Dacryocystitis is an infection of the tear drainage system, often caused by nasal polyps or trauma to the nose, leading to blockage. This condition can cause an itchy and painful sensation in the corners of the eyes.

Bacterial Infections

Blepharitis, an inflammation of the eyelids, is often caused by bacteria or microscopic mites living on them. This condition leads to red and inflamed eyelids.

Contact Lens Issues

Wearing contact lenses for extended periods can cause fatigue and dry eye symptoms, leading to itchiness. Not sanitizing lenses properly can lead to the accumulation of foreign bodies and microbial growth, causing irritation and potential infections.

Prevention Tips

Preventative measures depend on the root cause of your itchy eyes. It is advisable to consult an eye specialist for personalized advice. Here are some general tips:

  • Use a Humidifier: If you live in a dry area, using a humidifier at home can help.
  • Clean Filters Regularly: Clean the filters in your humidifiers, air conditioning, and heating systems.
  • Avoid Rubbing Your Eyes: Rubbing can worsen irritation. Instead, place a calm, relaxing compress on your eyes for 10 minutes.
  • Avoid Smoke: Stay away from smoke-filled areas and avoid smoking.
  • Avoid Scented Candles: Scented candles can irritate your eyes due to the chemicals and soot they release.
  • Healthy Diet: A diet rich in vitamin A and omega-3 fatty acids can promote eye health.
  • Avoid High Pollen Levels: Stay indoors when pollen levels are high.
  • Wear Eye Protection: Use goggles in dusty, sandy, or dirty environments and when swimming.
  • Avoid Direct Wind: Protect your eyes from direct wind during windy seasons.
  • Wear Sunglasses: Use sunglasses to shield your eyes from the sun and beach environments.

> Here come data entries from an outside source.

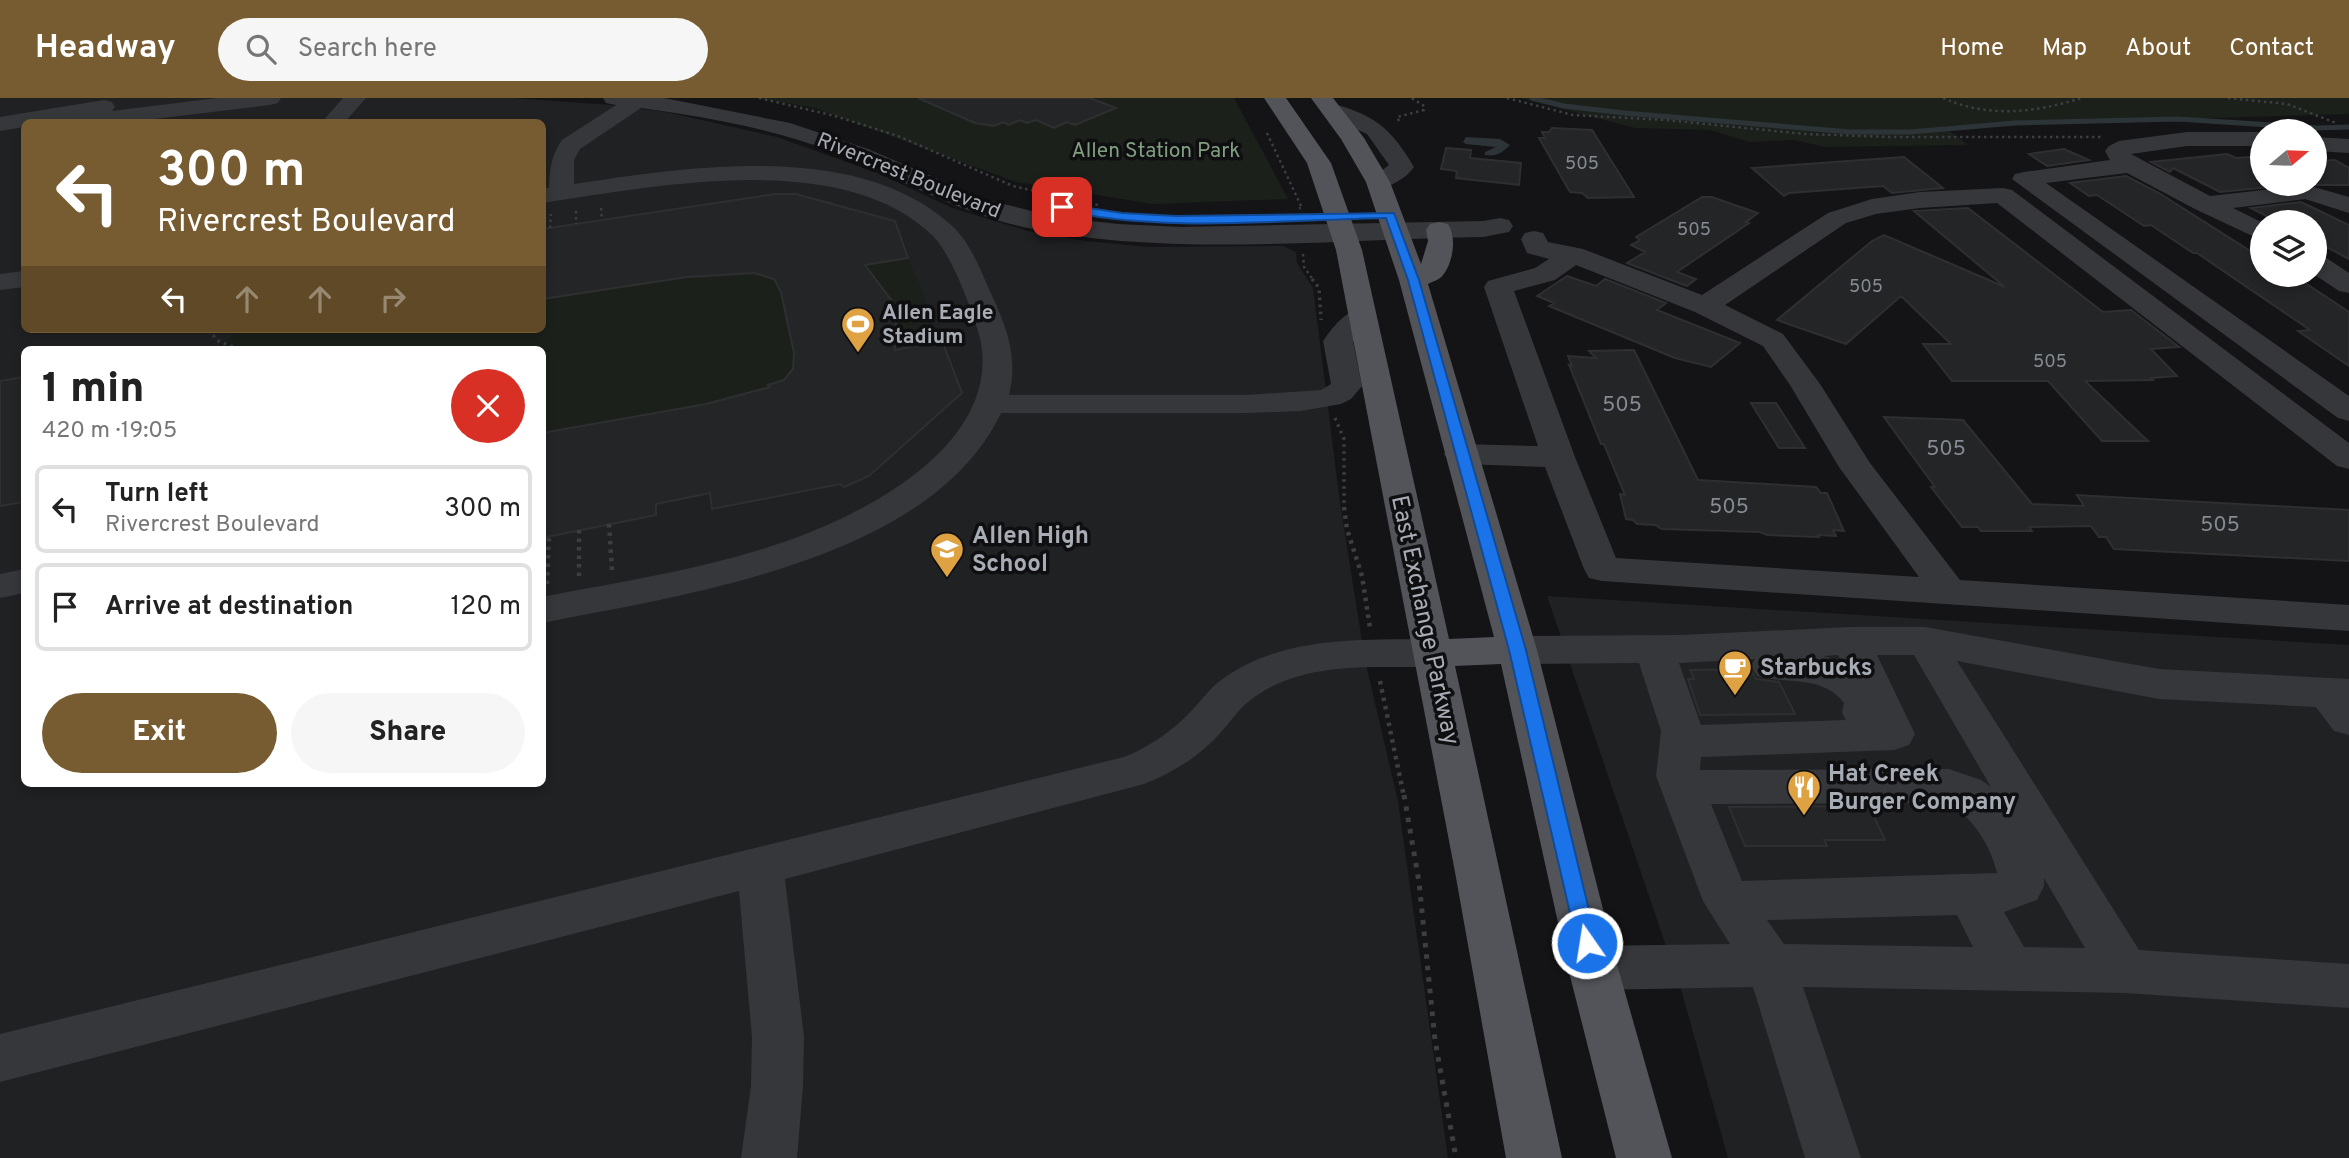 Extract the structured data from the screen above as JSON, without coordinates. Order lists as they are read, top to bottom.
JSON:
{
  "streets": {
    "main road": ["East Exchange Parkway"],
    "street": ["Rivercrest Boulevard"]
  },
  "crossings": [
    ["Rivercrest Boulevard", "East Exchange Parkway"]
  ],
  "parks": ["Allen Station Park"],
  "places": {
    "sports": ["Allen Eagle Stadium"],
    "school or university": ["Allen High School"],
    "cafe": ["Starbucks"],
    "restaurant": ["Hat Creek Burger Company"]
  },
  "house_numbers": [
    "505",
    "505",
    "505",
    "505",
    "505",
    "505",
    "505",
    "505"
  ],
  "north": "right",
  "page": {
    "header": "Headway",
    "search": "Search here",
    "nav": [
      "Home",
      "Map",
      "About",
      "Contact"
    ],
    "turn": ["300 m", "Rivercrest Boulevard"],
    "heading": ["1 min", "420 m · 19:05"],
    "list": [
      {
        "name": "Turn left",
        "note": "Rivercrest Boulevard",
        "value": "300 m"
      },
      {
        "name": "Arrive at destination",
        "value": "120 m"
      }
    ],
    "buttons": ["Exit", "Share"]
  }
} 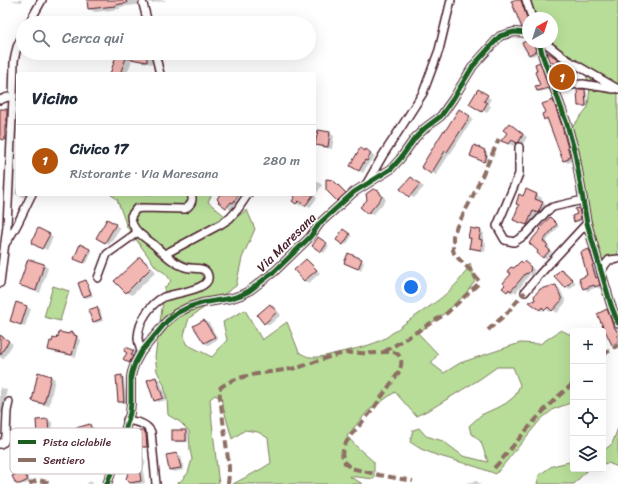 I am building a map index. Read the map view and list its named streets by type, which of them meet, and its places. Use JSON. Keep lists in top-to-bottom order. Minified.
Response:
{"streets":{"street":["Via Maresana"]},"legend":["Pista ciclabile","Sentiero"],"north":"top right","page":{"search":"Cerca qui","pins":"1","heading":"Vicino","list":[{"mark":"1","name":"Civico 17","note":"Ristorante · Via Maresana","value":"280 m"}],"map_buttons":["+","−"]}} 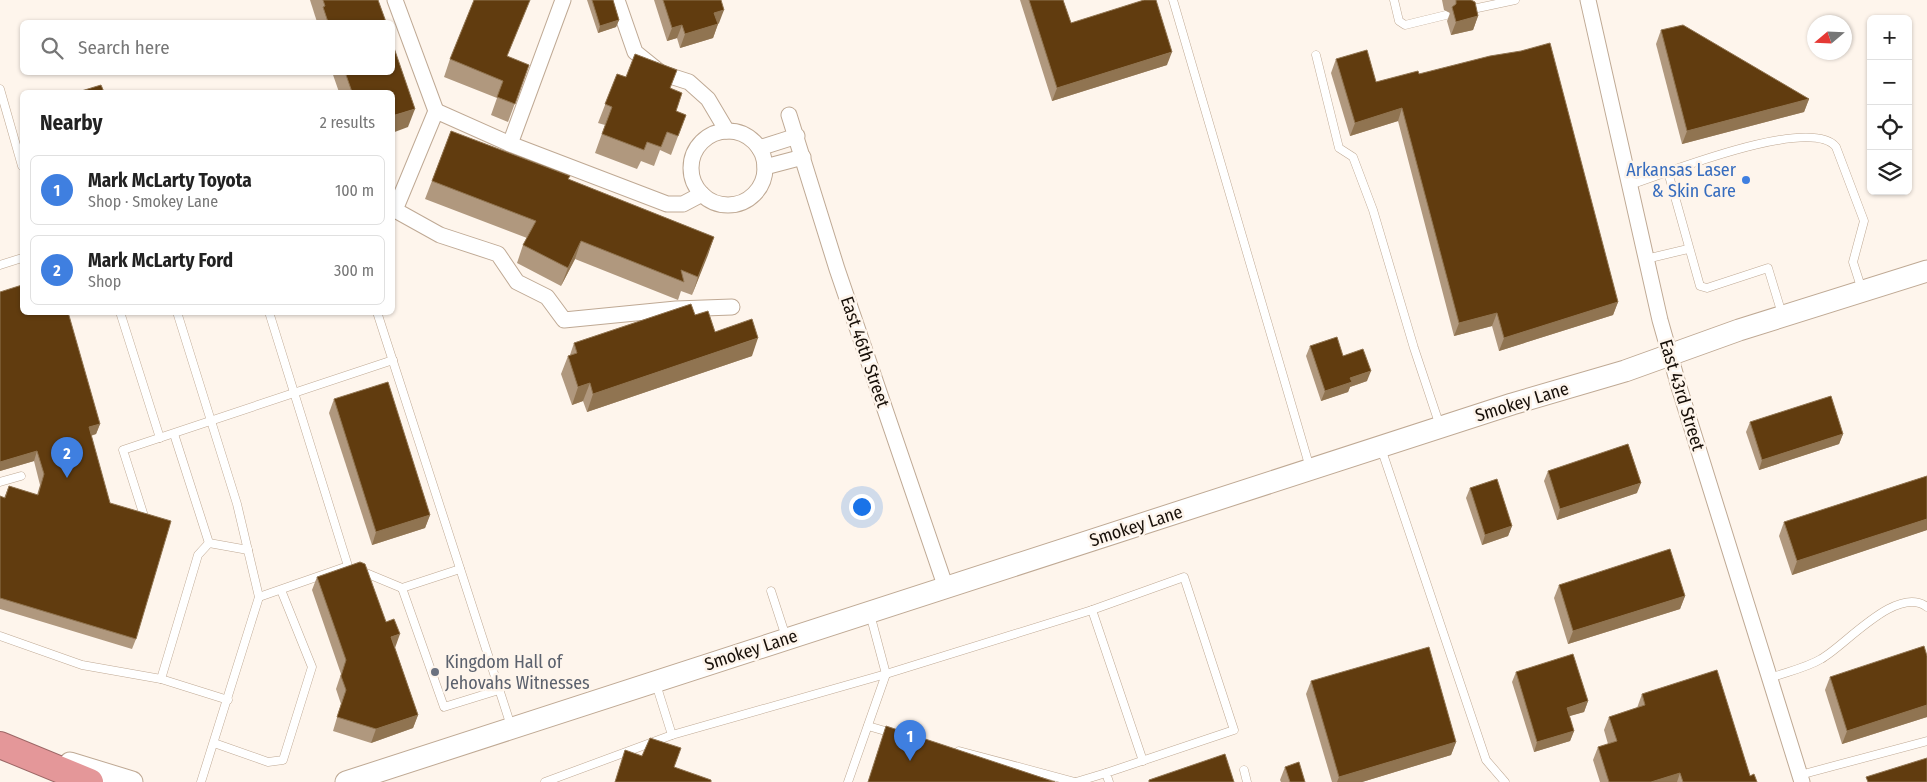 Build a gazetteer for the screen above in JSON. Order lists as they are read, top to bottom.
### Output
{
  "streets": {
    "street": ["East 46th Street", "East 43rd Street", "Smokey Lane"]
  },
  "crossings": [
    ["East 46th Street", "Smokey Lane"],
    ["East 43rd Street", "Smokey Lane"]
  ],
  "places": ["Arkansas Laser & Skin Care", "Kingdom Hall of Jehovahs Witnesses"],
  "north": "left",
  "page": {
    "map_buttons": ["+", "−"],
    "search": "Search here",
    "heading": ["Nearby", "2 results"],
    "list": [
      {
        "mark": "1",
        "name": "Mark McLarty Toyota",
        "note": "Shop · Smokey Lane",
        "value": "100 m"
      },
      {
        "mark": "2",
        "name": "Mark McLarty Ford",
        "note": "Shop",
        "value": "300 m"
      }
    ],
    "pins": ["2", "1"]
  }
} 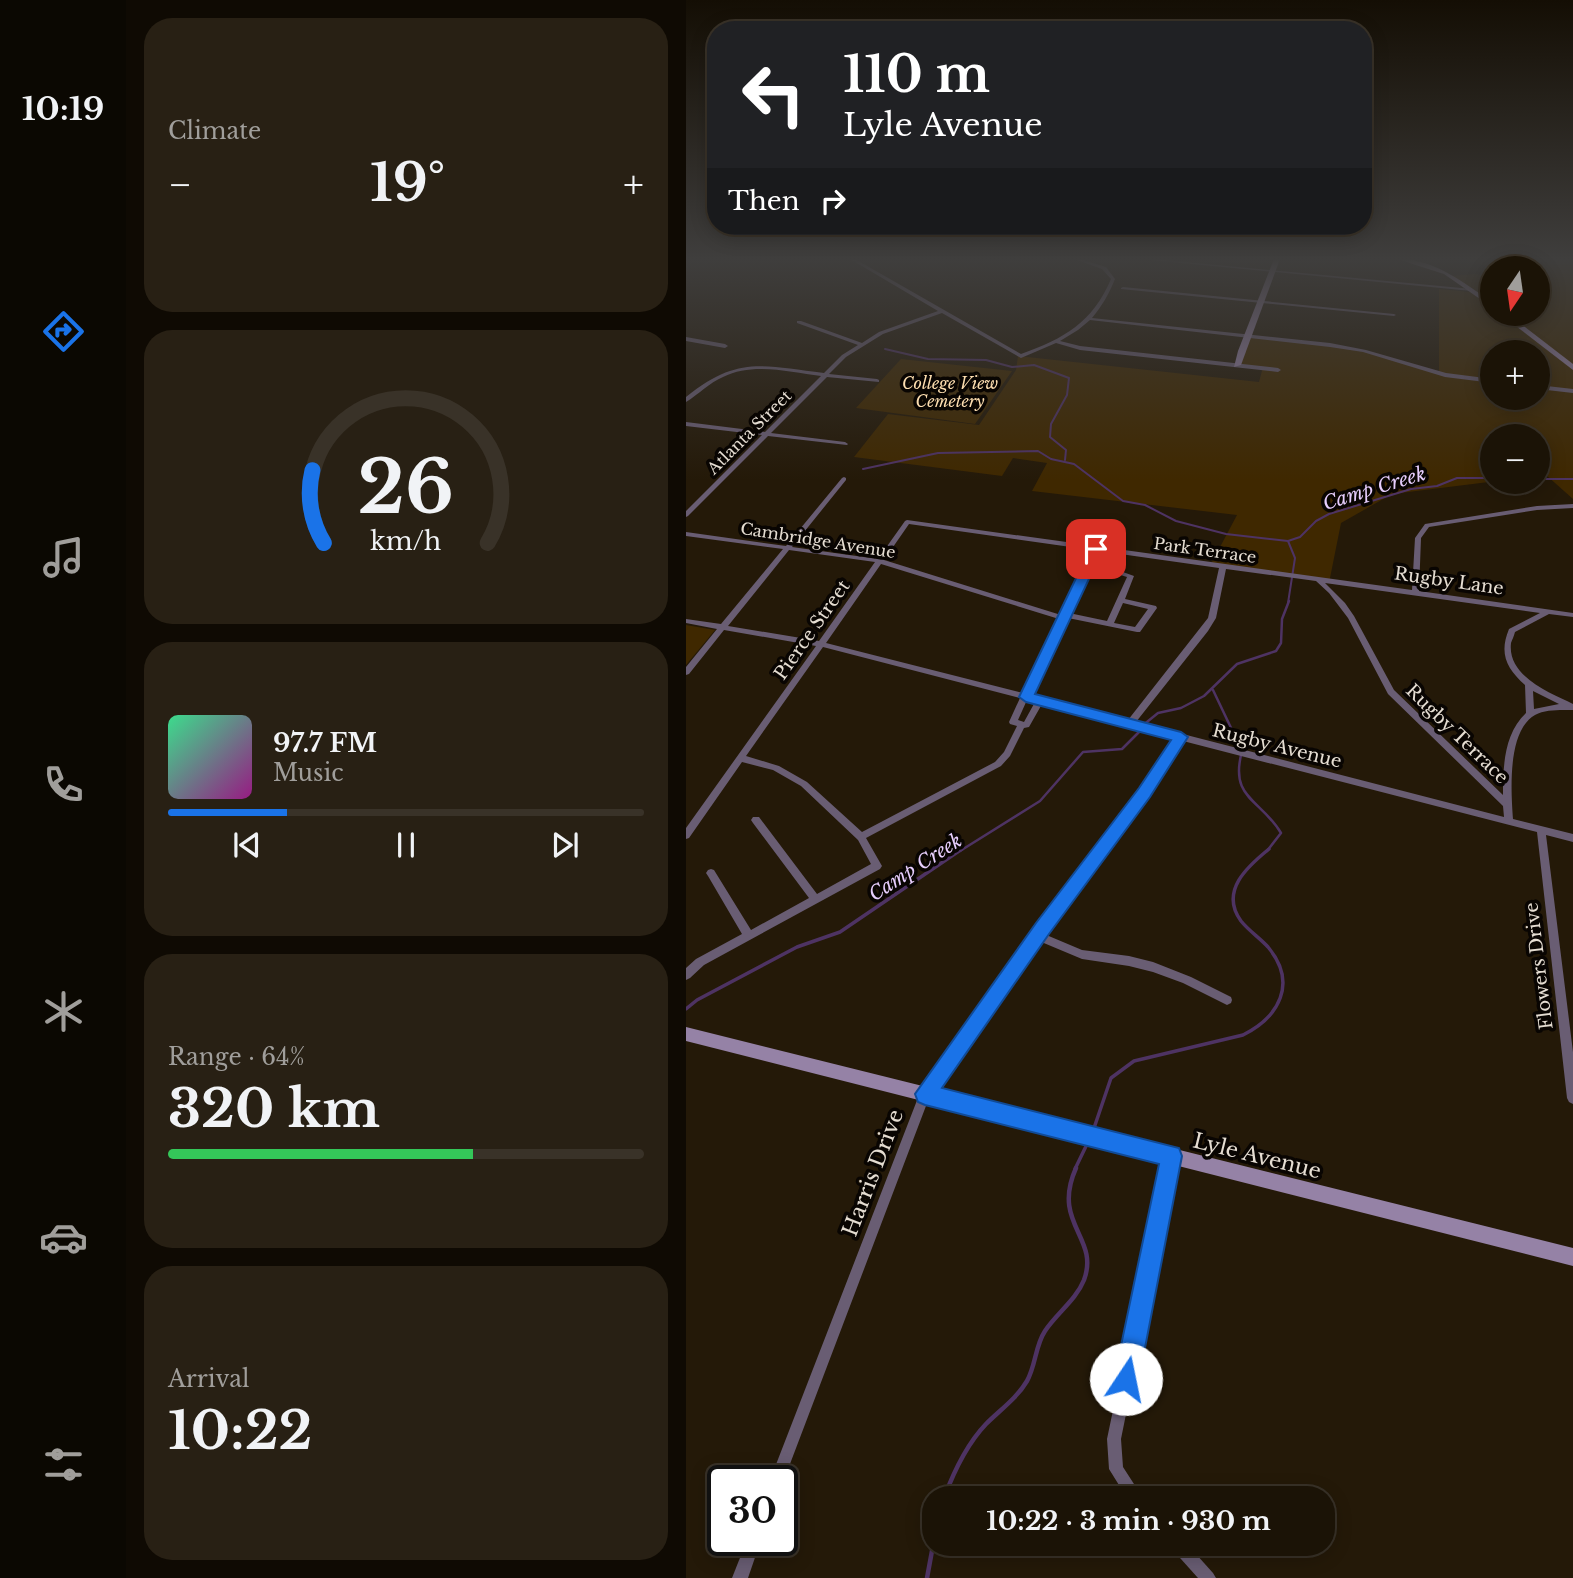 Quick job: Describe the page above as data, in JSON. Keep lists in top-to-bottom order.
{
  "streets": {
    "street": [
      "Atlanta Street",
      "Cambridge Avenue",
      "Park Terrace",
      "Rugby Lane",
      "Pierce Street",
      "Rugby Terrace",
      "Rugby Avenue",
      "Flowers Drive",
      "Lyle Avenue",
      "Harris Drive"
    ]
  },
  "crossings": [
    ["Cambridge Avenue", "Pierce Street"],
    ["Park Terrace", "Rugby Lane"],
    ["Park Terrace", "Pierce Street"],
    ["Park Terrace", "Rugby Terrace"],
    ["Rugby Lane", "Rugby Terrace"],
    ["Pierce Street", "Rugby Avenue"],
    ["Rugby Avenue", "Flowers Drive"],
    ["Rugby Avenue", "Harris Drive"],
    ["Lyle Avenue", "Harris Drive"]
  ],
  "water": ["Camp Creek"],
  "parks": ["College View Cemetery"],
  "north": "bottom",
  "page": {
    "tabs": "10:19",
    "tile": [
      "Climate",
      ["Range · 64%", "320 km"],
      ["Arrival", "10:22"]
    ],
    "turn": ["110 m", "Lyle Avenue"],
    "heat": ["−", "19°", "+"],
    "then": "Then",
    "map_buttons": ["+", "−"],
    "song": ["97.7 FM", "Music"],
    "limit": "30",
    "trip": "10:22 · 3 min · 930 m",
    "gauge": ["26", "km/h"]
  }
}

Also Read: Foods For Eyesight Improvement – 6 Simple Meal Ideas

Treatment Options

Cold Compress

Applying a clean, cold, damp washcloth over your closed eyes can significantly alleviate the severity of itchy eyes.

Tea Bag Treatment

Place two tea bags in cool or warm water, squeeze out the excess liquid, and place them over your closed eyes for 30 minutes. This can provide soothing relief.

Consult an Eye Specialist

The most effective way to treat itchy eyes is to consult with an eye specialist who can diagnose the root cause of your itchy eyes and recommend the most appropriate treatment. Whether it’s dry eye syndrome or seasonal allergies, our specialists can prescribe suitable medications or therapies.


Several medications can relieve ocular itching, particularly for seasonal allergies. Artificial tears or allergy drops may be adequate, but in some cases, antibiotics, anti-inflammatory drugs, or unique eyelid-cleansing products might be necessary.

The 20-20-20 Rule

Prolonged screen time can cause eye strain, leading to itchy eyes. To reduce this, follow the 20-20-20 rule: every 20 minutes, look at an object 20 feet away for 20 seconds. This helps your eyes relax and refocus.

Also Read: Unravelling the Mystery of 20/20 and 6/6 Vision: An In-Depth Manual for Maintaining Optimal Eye Health

Important Reminder

Always remember not to rub your eyes if they are itchy. Rubbing can release more histamines, worsening irritation or potentially causing a corneal abrasion. It can also introduce bacteria to your eyes, leading to infections.


Itchy eyes can be caused by a variety of factors, from allergies and dry eye syndrome to bacterial infections and contact lens issues. Preventative measures and appropriate treatments can provide relief and prevent future occurrences.